A Parker Solar Probe, lançada em 2018 pela NASA, tem como missão chegar cada vez mais perto do Sol e atravessar regiões nunca exploradas da coroa solar. Essa camada externa, extremamente quente e difusa, é uma das mais misteriosas do astro, pois sua temperatura ultrapassa milhões de graus, mesmo estando acima de camadas internas menos quentes. Ao entrar nesse ambiente hostil, a sonda captou dados inéditos sobre partículas, campos magnéticos e ondas solares, revelando um fenômeno que chamou a atenção do mundo inteiro: a possibilidade de converter esses sinais em algo que os humanos podem ouvir.
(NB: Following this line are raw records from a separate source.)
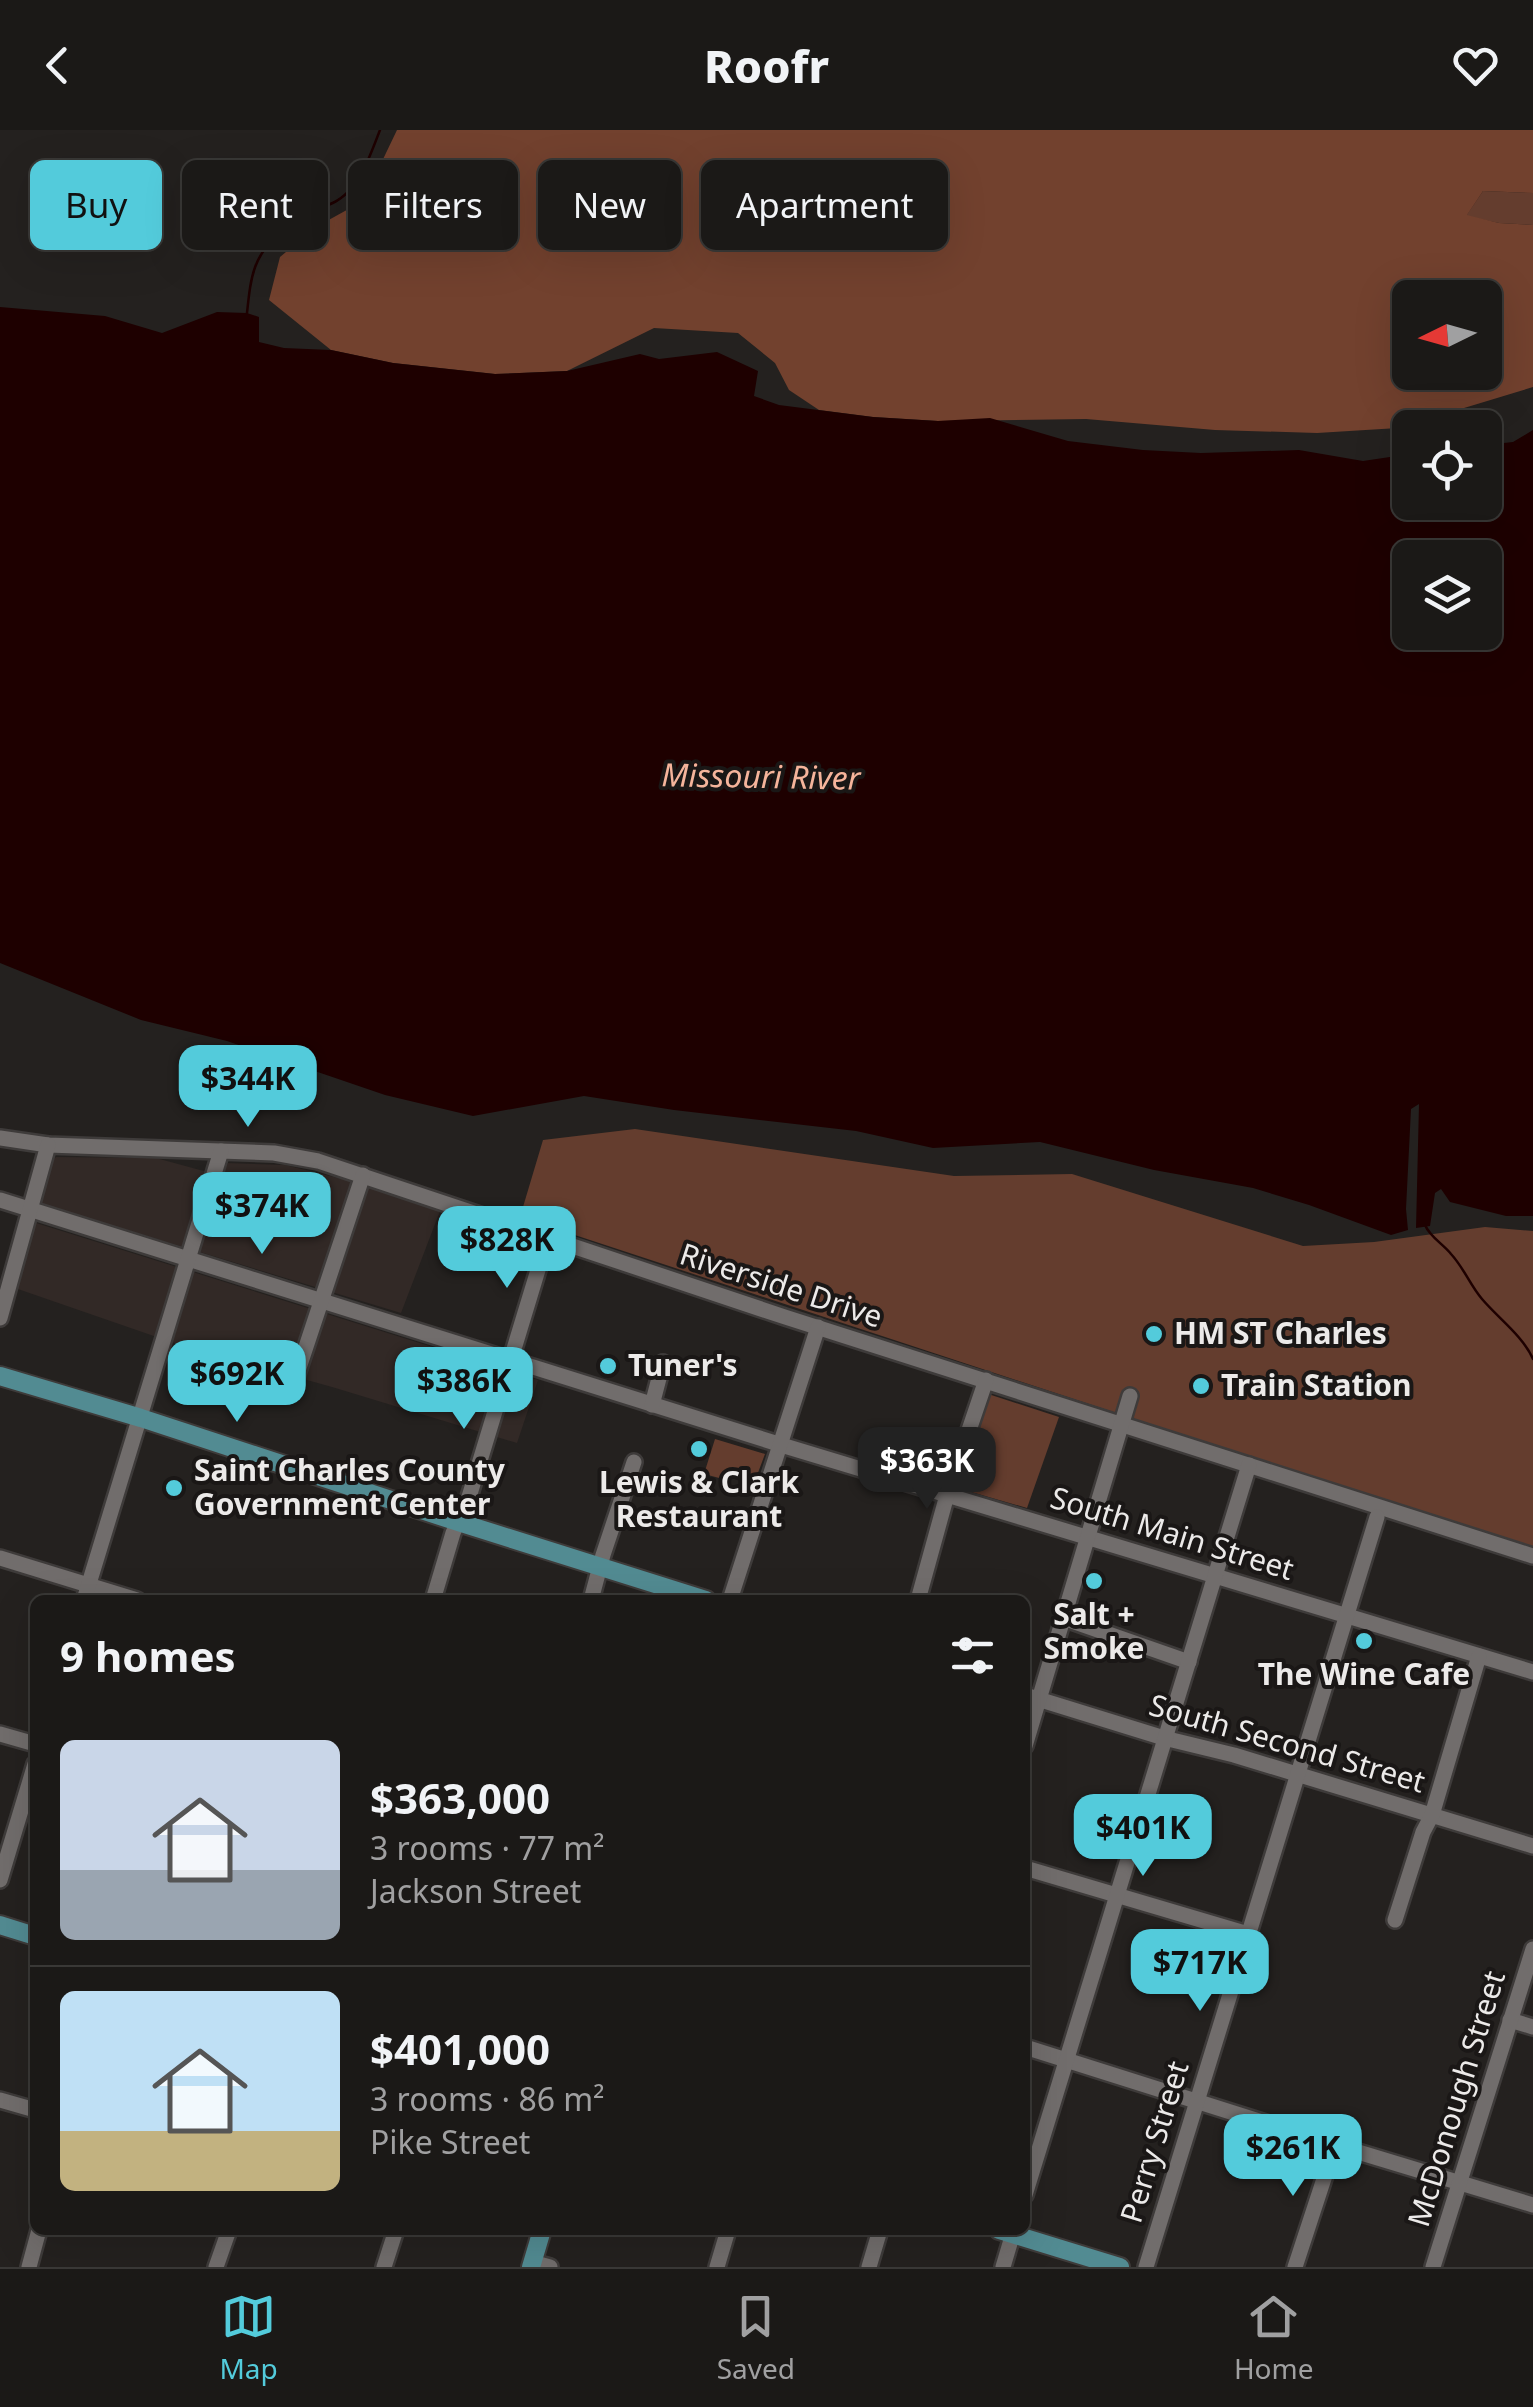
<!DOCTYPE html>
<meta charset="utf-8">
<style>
:root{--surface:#1b1917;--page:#242220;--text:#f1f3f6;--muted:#a0a0a1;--line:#393836;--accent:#53cbdb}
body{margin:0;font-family:"Noto Sans",sans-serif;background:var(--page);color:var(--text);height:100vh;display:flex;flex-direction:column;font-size:38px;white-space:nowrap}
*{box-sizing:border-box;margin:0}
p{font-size:32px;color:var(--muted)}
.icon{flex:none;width:55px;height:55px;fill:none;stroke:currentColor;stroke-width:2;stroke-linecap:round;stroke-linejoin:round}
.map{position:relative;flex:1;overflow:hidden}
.sheet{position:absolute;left:30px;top:1465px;width:1000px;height:640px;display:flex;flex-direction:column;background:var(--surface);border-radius:15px;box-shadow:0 10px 40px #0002,0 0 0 2px var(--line)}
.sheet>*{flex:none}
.hud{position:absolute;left:30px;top:30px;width:1000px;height:90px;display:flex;gap:20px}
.needle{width:65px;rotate:265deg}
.controls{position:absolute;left:1392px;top:150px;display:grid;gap:20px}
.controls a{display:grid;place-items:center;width:110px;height:110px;border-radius:15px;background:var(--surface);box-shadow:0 10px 40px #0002,0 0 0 2px var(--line);font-size:50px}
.price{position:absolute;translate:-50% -85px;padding:0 22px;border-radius:20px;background:var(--accent);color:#111;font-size:32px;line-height:65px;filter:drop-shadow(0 2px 5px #0008)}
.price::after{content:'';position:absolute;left:50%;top:60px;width:30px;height:22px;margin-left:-15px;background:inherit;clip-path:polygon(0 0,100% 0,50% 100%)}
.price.on{background:#222;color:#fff}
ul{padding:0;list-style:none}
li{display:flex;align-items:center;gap:30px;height:250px;padding:0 30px}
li+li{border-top:2px solid var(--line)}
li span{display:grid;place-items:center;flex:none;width:280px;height:200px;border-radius:15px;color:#555}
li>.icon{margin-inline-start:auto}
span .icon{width:120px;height:120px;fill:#fffc;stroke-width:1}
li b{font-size:42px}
h2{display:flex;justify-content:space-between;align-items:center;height:120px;padding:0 30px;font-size:42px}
.chip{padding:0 35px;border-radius:15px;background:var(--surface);box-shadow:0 10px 40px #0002,0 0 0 2px var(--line);font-size:35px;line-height:90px}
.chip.on{background:var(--accent);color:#111}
header{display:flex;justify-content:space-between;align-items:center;height:130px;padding:0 30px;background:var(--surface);font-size:45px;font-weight:800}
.tabs{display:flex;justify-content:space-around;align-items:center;height:140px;border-top:2px solid var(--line);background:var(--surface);font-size:28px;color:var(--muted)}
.tabs a{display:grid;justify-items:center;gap:5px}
.tabs .on{color:var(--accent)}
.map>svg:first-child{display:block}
.built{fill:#322926}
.green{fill:#643d2e}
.forest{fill:#72412e;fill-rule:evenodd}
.water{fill:#1e0000;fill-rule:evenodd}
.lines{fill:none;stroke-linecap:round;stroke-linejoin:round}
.stream{stroke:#1e0000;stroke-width:2.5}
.minor-casing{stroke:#3e3b3a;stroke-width:20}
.major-casing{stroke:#3e3b3a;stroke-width:22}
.minor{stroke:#716d6c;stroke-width:15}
.major{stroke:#528b92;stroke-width:18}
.poi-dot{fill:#53cbdb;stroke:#1a1716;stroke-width:4}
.labels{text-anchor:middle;stroke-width:8;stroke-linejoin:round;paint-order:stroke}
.street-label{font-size:30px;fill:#eceae9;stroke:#1a1716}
.poi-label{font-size:30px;font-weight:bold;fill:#eceae9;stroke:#1a1716;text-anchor:start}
.water-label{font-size:32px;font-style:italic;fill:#f5b49b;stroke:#1a1716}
</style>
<header><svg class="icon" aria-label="back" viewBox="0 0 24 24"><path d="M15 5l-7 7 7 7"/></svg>Roofr<svg class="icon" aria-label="heart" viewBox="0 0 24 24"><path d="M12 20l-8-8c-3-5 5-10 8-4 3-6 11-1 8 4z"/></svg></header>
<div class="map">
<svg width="1533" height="2137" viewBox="0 0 1533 2137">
<rect width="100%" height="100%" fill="#24211f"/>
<!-- built -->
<g class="built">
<path d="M56 1027 156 1028 222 1046 228 1033 285 1035 371 1056 440 1081 401 1183 41 1074 51 1031Z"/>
<path d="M33 1092 538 1250 517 1313 332 1257 174 1213 15 1158Z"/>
</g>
<!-- green -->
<g class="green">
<path d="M1483 61 1533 63V95L1499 93 1466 86Z"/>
<path d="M635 999 954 1046 1072 1044 1303 1116 1374 1112 1485 1097 1533 1101V1420L520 1087 543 1010Z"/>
<path d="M976 1260 1059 1287 1027 1378 947 1355Z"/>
<path d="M715 1309 765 1324 756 1348 727 1340 723 1349 704 1344Z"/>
</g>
<!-- forest -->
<path class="forest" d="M397 0H1533V63L1483 61 1467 85 1499 93 1533 95V257L1398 298 1317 303 1215 300 1086 289 938 291 873 287 819 280 789 260 775 233 738 203 654 198 567 241 495 244 393 233 331 220 269 170 280 127 316 97 363 71ZM1410 168H1485V242H1410Z"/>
<!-- water -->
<path class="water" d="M0 177 105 186 162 203 217 182 247 183 259 187V212L284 218 331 220 393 233 495 244 567 241 640 224 659 229 717 222 758 241 754 266 779 275 873 287 938 291 990 288 1068 311 1143 320 1201 323 1299 320 1363 331 1410 324V372H1485V315L1513 312 1533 300V1086H1506L1450 1072 1441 1059 1435 1063 1430 1096 1416 1098 1419 974 1411 979 1406 1079 1408 1100 1391 1105 1309 1075 1253 1058 1154 1040 1040 1012 933 1018 856 1001 674 980 584 966 473 986 385 965 227 911 141 890 0 833ZM1410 428H1485V502H1410Z"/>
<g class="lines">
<!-- stream -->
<g class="stream">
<path d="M247 183C251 145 253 126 282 100 287 95 293 88 300 85 321 75 336 78 353 56 365 41 373 18 380 0"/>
<path d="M1425 1095C1430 1107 1443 1114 1451 1124 1464 1138 1470 1155 1482 1169 1499 1189 1522 1205 1533 1229"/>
</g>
<!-- minor casing -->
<g class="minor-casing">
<g id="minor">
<path d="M0 1008 48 1015 274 1023 318 1031 785 1187 1533 1426"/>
<path d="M0 1070 788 1317 1533 1542"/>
<path d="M0 1188 48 1015"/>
<path d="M294 1253 363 1045"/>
<path d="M652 1275 663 1233"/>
<path d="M0 1428 137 1470"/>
<path d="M84 1470 221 1021"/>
<path d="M433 1470 453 1403 469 1367 548 1107"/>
<path d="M591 1470 603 1425 634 1332"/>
<path d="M730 1470 818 1197"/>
<path d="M918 1470 947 1365 986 1250"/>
<path d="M1063 1488 1189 1532"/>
<path d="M1025 1565 1164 1608 1234 1625 1533 1716"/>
<path d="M0 1604 35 1614"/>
<path d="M1025 1616 1130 1266"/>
<path d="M1025 1738 1248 1804"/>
<path d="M0 1750 35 1634"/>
<path d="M1395 1790 1423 1702 1432 1685 1479 1526"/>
<path d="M1510 1890 1533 1897"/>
<path d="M1025 1917 1335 2015 1533 2075"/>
<path d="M0 1970 35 1980"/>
<path d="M1025 2065 1249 1335"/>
<path d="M532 2132 550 2137"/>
<path d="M29 2137 39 2100"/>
<path d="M216 2137 229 2100"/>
<path d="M384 2137 396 2100"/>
<path d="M717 2137 728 2100"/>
<path d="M869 2137 880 2100"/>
<path d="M1003 2137 1014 2100"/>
<path d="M1146 2137 1377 1387"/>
<path d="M1295 2137 1335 2015"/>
<path d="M1433 2137 1533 1819"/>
</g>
</g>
<!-- major casing -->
<g class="major-casing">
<g id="major">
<path d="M0 1246 141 1288 458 1392 706 1470"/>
<path d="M0 1795 35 1806"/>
<path d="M999 2100 1120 2137"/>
<path d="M531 2137 542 2100"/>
</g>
</g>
<!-- minor -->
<use href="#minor" class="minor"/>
<!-- major -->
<use href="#major" class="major"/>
</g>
<!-- markers -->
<g class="poi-dot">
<circle cx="1154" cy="1204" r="10"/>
<circle cx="608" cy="1236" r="10"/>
<circle cx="1201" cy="1256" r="10"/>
<circle cx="699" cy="1319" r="10"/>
<circle cx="174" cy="1358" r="10"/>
<circle cx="1094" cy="1451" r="10"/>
<circle cx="1364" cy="1511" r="10"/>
</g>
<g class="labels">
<!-- street labels -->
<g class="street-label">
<text transform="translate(781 1156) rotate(18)" y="10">Riverside Drive</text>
<text transform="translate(1172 1404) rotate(17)" y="10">South Main Street</text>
<text transform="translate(1287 1614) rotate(16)" y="10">South Second Street</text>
<text transform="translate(1457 1969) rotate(-73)" y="10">McDonough Street</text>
<text transform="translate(1155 2012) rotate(-73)" y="10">Perry Street</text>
</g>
<!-- poi labels -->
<g class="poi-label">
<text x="1174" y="1214">HM ST Charles</text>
<text x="628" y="1246">Tuner's</text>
<text x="1221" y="1266">Train Station</text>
<text x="194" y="1351">Saint Charles County<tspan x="194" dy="34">Government Center</tspan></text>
<text x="699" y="1363" text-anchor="middle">Lewis &amp; Clark<tspan x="699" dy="34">Restaurant</tspan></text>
<text x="1094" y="1495" text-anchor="middle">Salt +<tspan x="1094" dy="34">Smoke</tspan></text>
<text x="1364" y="1555" text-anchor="middle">The Wine Cafe</text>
</g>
<!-- water labels -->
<g class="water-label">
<text transform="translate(761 647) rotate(1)" y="11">Missouri River</text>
</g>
</g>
</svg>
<div class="controls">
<a><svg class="needle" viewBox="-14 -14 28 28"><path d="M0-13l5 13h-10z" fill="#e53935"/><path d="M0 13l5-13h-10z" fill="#a0a0a1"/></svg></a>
<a><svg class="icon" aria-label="locate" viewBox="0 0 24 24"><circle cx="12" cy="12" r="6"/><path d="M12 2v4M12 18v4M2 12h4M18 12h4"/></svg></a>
<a><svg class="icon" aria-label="layers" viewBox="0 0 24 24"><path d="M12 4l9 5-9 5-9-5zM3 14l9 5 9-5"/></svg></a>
</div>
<b class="price" style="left:248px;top:1000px">$344K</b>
<b class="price" style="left:262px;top:1127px">$374K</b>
<b class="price" style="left:507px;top:1161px">$828K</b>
<b class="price" style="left:237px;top:1295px">$692K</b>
<b class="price" style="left:464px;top:1302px">$386K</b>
<b class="price on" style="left:927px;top:1382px">$363K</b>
<b class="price" style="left:1143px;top:1749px">$401K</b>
<b class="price" style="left:1200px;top:1884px">$717K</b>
<b class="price" style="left:1293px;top:2069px">$261K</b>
<div class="hud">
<a class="chip on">Buy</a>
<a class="chip">Rent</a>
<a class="chip">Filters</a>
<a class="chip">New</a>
<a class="chip">Apartment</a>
</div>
<section class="sheet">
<h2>9 homes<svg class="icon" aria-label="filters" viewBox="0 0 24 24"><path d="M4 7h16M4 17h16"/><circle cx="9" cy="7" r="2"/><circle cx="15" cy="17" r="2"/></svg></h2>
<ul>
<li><span style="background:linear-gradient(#c9d6e8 65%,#9aa5b1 0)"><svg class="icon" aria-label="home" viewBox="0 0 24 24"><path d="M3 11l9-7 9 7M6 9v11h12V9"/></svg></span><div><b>$363,000</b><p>3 rooms · 77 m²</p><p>Jackson Street</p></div></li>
<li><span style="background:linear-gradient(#bfe0f5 70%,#c2b280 0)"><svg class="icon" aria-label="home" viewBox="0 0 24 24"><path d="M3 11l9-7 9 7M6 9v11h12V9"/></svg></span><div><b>$401,000</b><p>3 rooms · 86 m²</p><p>Pike Street</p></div></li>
</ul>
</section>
</div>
<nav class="tabs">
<a class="on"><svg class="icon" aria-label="map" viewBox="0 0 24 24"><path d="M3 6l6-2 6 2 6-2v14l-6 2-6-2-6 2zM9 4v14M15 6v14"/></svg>Map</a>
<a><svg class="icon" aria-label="saved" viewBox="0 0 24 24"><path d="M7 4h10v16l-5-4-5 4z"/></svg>Saved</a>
<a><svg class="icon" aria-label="home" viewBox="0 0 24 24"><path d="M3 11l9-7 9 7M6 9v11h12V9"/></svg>Home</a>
</nav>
O som não é transmitido no espaço como acontece na Terra, já que não existe ar ou água para propagar ondas acústicas. O que a Parker registrou foram variações no campo magnético, no vento solar e em ondas de plasma. Esses dados foram processados e transformados em frequências audíveis, criando uma experiência sonora intrigante e até assustadora. Ao ouvir o resultado, muitas pessoas compararam o ruído a gritos distorcidos, sons metálicos e ecos de origem desconhecida, o que rapidamente viralizou como sendo o “som mais assustador já ouvido”.
Essa interpretação sensacionalista mistura fatos científicos com exageros. A sonda de fato entrou na coroa solar, algo inédito na história, e os dados colhidos são essenciais para compreender como o vento solar é acelerado e como campos magnéticos se comportam em condições extremas. A sonificação, no entanto, não é o som real do Sol, mas uma tradução de sinais invisíveis para que possamos percebê-los. Mesmo assim, a reação de quem escuta é de estranhamento, já que o resultado foge completamente dos padrões sonoros que conhecemos no dia a dia.

O termo “tocar o Sol” também é uma metáfora científica. Não existe uma superfície sólida a ser tocada, já que o Sol é composto por plasma em constante movimento. O marco está no fato de que a sonda cruzou o limite onde as partículas deixam de estar ligadas ao campo magnético solar e passam a se espalhar livremente pelo espaço. Esse feito foi descrito como entrar na atmosfera do Sol, e daí vem a ideia popularizada de um “toque”.
O registro sonoro, embora assustador para muitos, tem grande valor científico. Ele ajuda os pesquisadores a compreender como ondas se propagam dentro do Sol, como ocorrem instabilidades magnéticas e de que forma essas interações afetam o clima espacial, que por sua vez impacta satélites, redes de comunicação e até sistemas elétricos na Terra. Ao converter dados em som, cientistas conseguem identificar padrões que seriam difíceis de visualizar apenas em gráficos e números.
Apesar do tom misterioso que a notícia ganhou em veículos de mídia e redes sociais, não há nada sobrenatural nos sons apresentados. Eles são fruto de fenômenos naturais e previsíveis, ainda que impressionantes e em muitos aspectos desafiadores de compreender. A aura de estranheza está muito mais ligada à reação humana diante de algo inusitado do que a uma anomalia cósmica.
Essa combinação de ciência e emoção mostra como a exploração espacial continua a despertar fascínio. A Parker Solar Probe ainda fará muitas aproximações do Sol, cada vez mais profundas, e novas descobertas devem surgir. Cada passagem traz informações valiosas, que não apenas ajudam a decifrar os mistérios da estrela que sustenta a vida na Terra, mas também reforçam como a fronteira entre o conhecimento científico e a imaginação coletiva pode gerar histórias poderosas.